ACTIVITY =>
The entries that follow should be repeated exactly, with no pictures kept.

THE DATA =>
☆ ☆ ☆ ☆ ☆
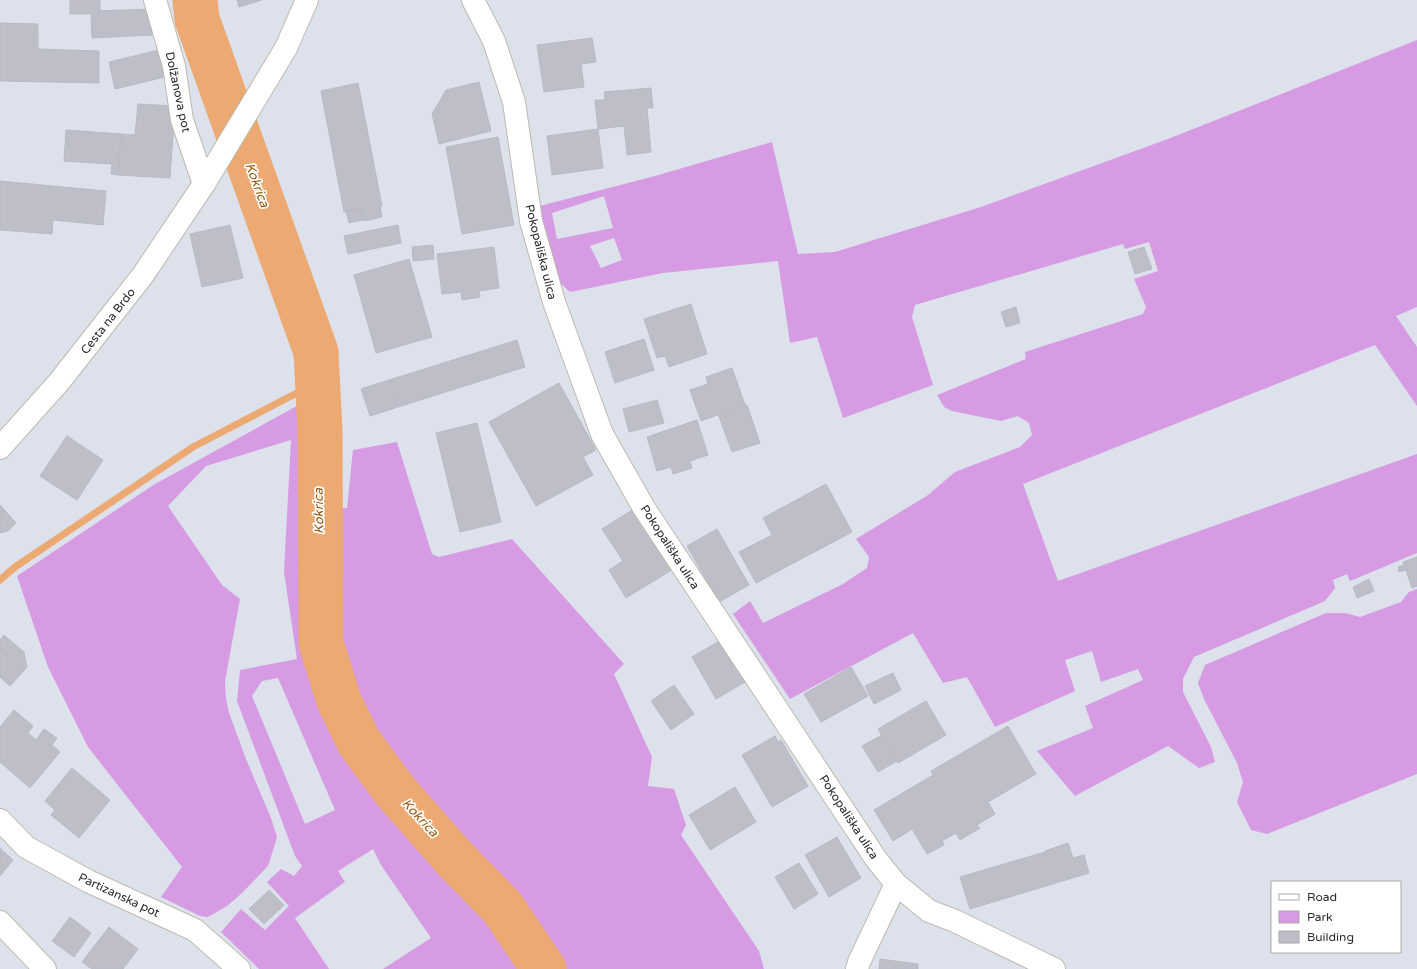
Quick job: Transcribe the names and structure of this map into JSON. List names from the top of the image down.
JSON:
{
  "streets": {
    "street": [
      "Dolžanova pot",
      "Pokopališka ulica",
      "Cesta na Brdo",
      "Partizanska pot"
    ]
  },
  "crossings": [
    ["Dolžanova pot", "Cesta na Brdo"]
  ],
  "water": ["Kokrica"],
  "legend": ["Road", "Park", "Building"]
}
☆ ☆ ☆ ☆ ☆
ANSWER AREA =>
Quick job: Transcribe the names and structure of this map into JSON. List names from the top of the image down.
JSON:
{
  "streets": {
    "street": [
      "Dolžanova pot",
      "Pokopališka ulica",
      "Cesta na Brdo",
      "Partizanska pot"
    ]
  },
  "crossings": [
    ["Dolžanova pot", "Cesta na Brdo"]
  ],
  "water": ["Kokrica"],
  "legend": ["Road", "Park", "Building"]
}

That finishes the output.